*** Block opens ***

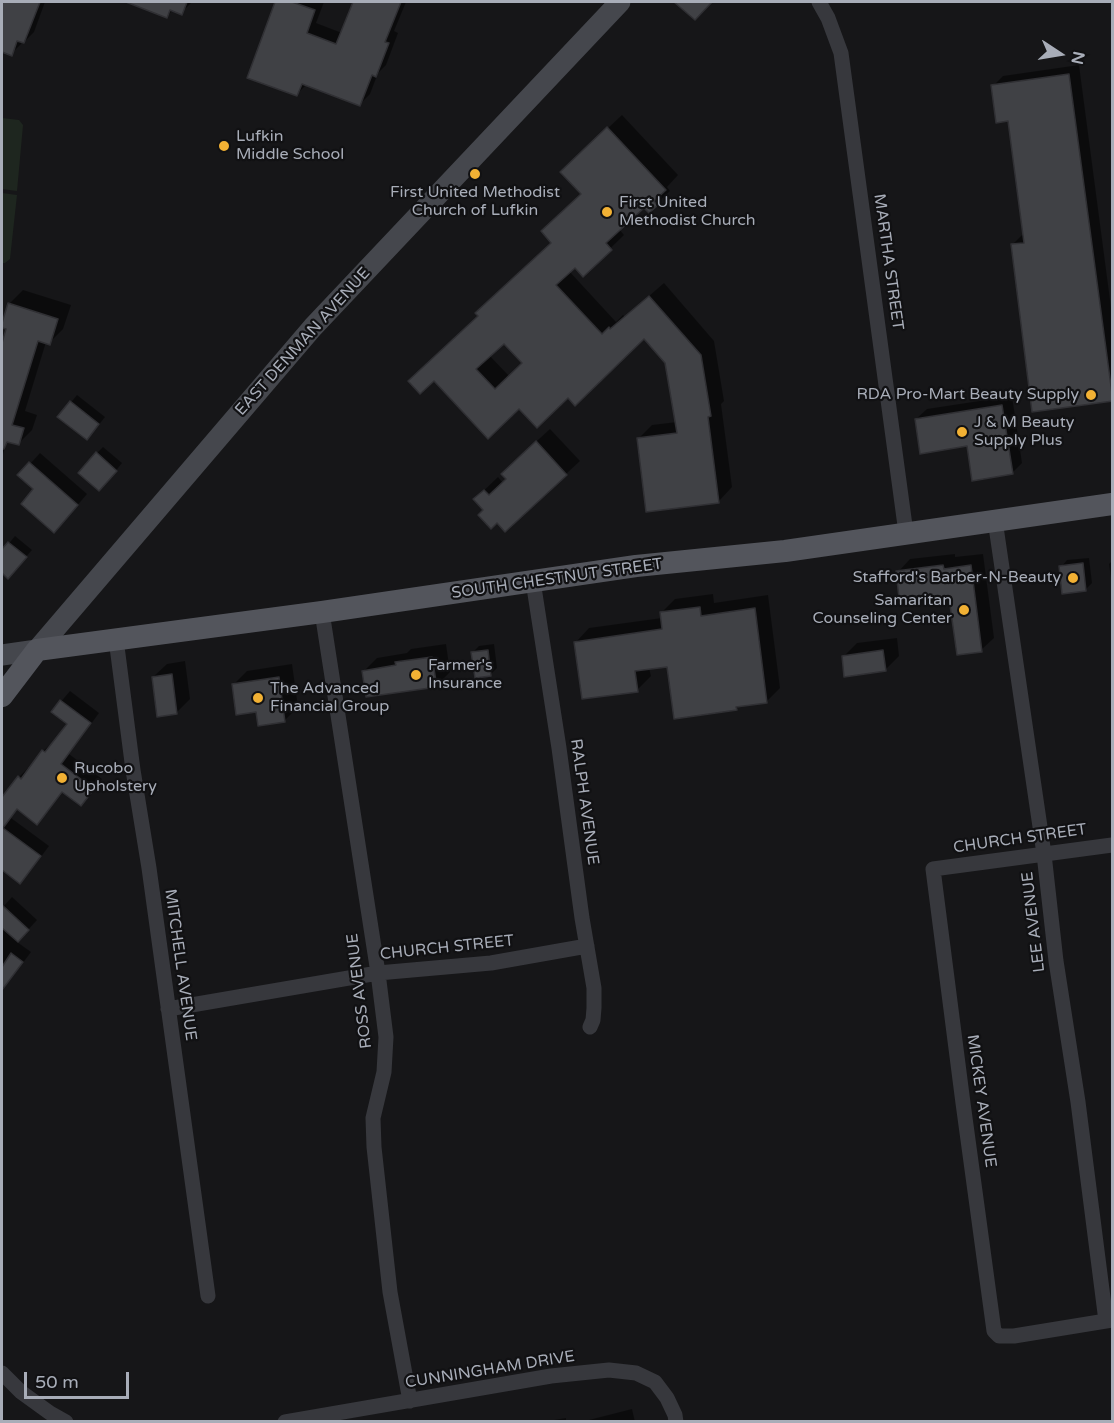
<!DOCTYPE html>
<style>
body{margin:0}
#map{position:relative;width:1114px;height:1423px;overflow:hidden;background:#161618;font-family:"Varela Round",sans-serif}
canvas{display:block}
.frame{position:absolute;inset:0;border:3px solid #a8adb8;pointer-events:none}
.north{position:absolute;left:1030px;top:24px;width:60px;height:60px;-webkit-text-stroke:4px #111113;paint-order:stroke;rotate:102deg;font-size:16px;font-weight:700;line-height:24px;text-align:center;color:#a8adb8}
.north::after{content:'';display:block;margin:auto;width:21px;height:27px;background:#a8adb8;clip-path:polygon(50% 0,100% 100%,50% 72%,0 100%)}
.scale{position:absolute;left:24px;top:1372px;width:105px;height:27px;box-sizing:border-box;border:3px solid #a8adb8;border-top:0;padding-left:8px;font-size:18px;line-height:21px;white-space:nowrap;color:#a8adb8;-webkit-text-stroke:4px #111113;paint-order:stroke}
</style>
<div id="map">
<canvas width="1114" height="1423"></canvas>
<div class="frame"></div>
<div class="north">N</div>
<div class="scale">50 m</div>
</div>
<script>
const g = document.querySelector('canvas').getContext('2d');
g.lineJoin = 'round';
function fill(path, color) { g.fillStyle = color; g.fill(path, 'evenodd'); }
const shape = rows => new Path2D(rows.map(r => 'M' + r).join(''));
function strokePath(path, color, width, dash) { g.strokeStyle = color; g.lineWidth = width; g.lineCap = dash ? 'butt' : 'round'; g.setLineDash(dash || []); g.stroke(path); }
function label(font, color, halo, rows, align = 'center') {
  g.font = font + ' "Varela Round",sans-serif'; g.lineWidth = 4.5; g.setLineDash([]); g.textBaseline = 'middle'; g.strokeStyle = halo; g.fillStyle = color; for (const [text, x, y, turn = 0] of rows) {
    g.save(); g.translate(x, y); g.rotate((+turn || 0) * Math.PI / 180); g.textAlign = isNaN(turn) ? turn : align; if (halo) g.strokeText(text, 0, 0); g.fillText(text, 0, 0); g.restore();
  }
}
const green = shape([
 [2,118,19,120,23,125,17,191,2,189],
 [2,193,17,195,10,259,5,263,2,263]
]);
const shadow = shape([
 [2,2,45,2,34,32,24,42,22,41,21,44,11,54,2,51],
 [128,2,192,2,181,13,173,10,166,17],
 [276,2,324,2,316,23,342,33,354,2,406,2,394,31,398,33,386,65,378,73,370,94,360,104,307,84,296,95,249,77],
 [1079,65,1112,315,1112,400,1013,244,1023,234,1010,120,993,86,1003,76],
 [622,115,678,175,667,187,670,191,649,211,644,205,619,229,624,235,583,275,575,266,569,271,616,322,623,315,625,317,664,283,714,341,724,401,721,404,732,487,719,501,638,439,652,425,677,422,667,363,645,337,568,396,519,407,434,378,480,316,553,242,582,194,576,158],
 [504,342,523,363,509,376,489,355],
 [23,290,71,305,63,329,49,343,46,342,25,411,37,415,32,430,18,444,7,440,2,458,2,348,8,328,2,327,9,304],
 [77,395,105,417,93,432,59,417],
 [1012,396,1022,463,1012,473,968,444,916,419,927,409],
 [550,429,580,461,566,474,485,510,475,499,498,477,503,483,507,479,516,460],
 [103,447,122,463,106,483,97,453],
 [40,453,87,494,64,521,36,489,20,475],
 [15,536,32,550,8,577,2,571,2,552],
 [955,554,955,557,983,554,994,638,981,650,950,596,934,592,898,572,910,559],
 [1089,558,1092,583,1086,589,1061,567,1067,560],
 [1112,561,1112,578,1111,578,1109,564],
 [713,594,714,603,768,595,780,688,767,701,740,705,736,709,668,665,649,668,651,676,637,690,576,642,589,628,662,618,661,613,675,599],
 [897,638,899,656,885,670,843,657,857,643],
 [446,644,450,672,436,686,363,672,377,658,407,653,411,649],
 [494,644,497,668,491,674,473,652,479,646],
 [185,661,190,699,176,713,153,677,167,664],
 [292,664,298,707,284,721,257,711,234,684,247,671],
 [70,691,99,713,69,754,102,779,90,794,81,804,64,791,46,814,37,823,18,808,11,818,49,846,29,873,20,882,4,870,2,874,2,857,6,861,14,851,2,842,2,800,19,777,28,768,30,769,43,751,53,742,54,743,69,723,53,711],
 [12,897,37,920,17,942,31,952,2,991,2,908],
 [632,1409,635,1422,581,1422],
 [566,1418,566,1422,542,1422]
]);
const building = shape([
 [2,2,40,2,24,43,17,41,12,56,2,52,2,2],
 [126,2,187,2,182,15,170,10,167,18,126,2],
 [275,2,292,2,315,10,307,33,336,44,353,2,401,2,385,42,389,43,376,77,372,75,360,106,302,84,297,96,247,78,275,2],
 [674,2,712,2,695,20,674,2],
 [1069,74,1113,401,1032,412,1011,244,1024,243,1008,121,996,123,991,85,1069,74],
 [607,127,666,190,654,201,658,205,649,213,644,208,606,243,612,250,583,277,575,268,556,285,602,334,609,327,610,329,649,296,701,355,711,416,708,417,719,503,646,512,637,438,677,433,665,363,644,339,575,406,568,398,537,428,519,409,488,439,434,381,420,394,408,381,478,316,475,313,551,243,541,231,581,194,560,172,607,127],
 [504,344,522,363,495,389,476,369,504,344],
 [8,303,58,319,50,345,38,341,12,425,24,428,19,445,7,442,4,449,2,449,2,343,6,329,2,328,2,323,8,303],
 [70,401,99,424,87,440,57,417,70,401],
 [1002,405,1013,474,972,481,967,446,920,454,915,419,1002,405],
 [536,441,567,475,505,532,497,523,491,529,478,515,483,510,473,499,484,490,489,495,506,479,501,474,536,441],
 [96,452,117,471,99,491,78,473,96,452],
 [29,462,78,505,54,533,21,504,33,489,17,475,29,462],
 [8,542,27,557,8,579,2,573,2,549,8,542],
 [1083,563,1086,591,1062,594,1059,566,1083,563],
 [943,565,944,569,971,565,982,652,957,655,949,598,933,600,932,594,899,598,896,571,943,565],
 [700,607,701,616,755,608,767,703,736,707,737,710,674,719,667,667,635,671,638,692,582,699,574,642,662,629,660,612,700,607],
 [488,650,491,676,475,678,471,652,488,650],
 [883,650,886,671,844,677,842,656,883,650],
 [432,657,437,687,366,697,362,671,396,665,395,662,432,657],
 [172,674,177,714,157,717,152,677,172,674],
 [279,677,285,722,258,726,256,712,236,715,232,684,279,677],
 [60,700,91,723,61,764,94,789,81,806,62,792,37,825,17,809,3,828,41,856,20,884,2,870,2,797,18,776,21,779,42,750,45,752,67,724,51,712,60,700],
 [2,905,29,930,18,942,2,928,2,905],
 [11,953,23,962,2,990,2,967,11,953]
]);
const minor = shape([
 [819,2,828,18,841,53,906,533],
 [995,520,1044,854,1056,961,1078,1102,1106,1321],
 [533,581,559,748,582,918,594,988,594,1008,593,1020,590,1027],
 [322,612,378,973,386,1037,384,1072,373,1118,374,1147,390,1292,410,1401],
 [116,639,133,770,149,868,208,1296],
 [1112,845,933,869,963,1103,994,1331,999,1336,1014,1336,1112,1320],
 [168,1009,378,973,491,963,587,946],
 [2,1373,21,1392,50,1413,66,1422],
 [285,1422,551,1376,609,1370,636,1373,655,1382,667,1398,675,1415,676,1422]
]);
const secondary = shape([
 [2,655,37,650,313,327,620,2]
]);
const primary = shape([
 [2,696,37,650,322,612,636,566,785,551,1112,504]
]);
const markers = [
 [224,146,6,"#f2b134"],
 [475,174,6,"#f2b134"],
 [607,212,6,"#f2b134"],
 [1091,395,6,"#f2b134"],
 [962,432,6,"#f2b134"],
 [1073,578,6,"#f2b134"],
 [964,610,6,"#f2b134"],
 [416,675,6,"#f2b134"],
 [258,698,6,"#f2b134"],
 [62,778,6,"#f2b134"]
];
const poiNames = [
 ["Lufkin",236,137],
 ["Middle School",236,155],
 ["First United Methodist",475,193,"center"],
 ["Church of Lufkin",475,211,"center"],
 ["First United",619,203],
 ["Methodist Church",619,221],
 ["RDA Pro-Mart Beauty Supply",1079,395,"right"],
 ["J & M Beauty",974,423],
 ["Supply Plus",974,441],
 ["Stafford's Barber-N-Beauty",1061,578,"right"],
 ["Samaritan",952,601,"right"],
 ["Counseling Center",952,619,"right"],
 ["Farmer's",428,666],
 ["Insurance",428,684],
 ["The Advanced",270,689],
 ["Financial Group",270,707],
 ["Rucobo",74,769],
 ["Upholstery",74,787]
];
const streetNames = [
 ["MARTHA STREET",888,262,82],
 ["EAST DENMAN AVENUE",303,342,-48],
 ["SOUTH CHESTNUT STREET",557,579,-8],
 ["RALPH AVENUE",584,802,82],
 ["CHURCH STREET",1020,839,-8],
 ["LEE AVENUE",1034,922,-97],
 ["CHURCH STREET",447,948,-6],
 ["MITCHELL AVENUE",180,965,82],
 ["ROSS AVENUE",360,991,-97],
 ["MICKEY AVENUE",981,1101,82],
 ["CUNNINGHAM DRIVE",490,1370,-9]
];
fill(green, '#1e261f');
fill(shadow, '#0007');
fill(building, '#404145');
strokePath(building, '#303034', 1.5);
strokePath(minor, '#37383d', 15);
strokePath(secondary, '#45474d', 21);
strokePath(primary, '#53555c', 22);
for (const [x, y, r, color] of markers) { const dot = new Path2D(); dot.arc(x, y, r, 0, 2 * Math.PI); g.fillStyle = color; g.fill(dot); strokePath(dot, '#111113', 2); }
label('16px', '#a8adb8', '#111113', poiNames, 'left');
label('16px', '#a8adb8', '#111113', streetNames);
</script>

*** Block closes ***

__Prompt__
Copy out every line from the records that has the word "lineWidth".

__Response for this exercise__
function strokePath(path, color, width, dash) { g.strokeStyle = color; g.lineWidth = width; g.lineCap = dash ? 'butt' : 'round'; g.setLineDash(dash || []); g.stroke(path); }
  g.font = font + ' "Varela Round",sans-serif'; g.lineWidth = 4.5; g.setLineDash([]); g.textBaseline = 'middle'; g.strokeStyle = halo; g.fillStyle = color; for (const [text, x, y, turn = 0] of rows) {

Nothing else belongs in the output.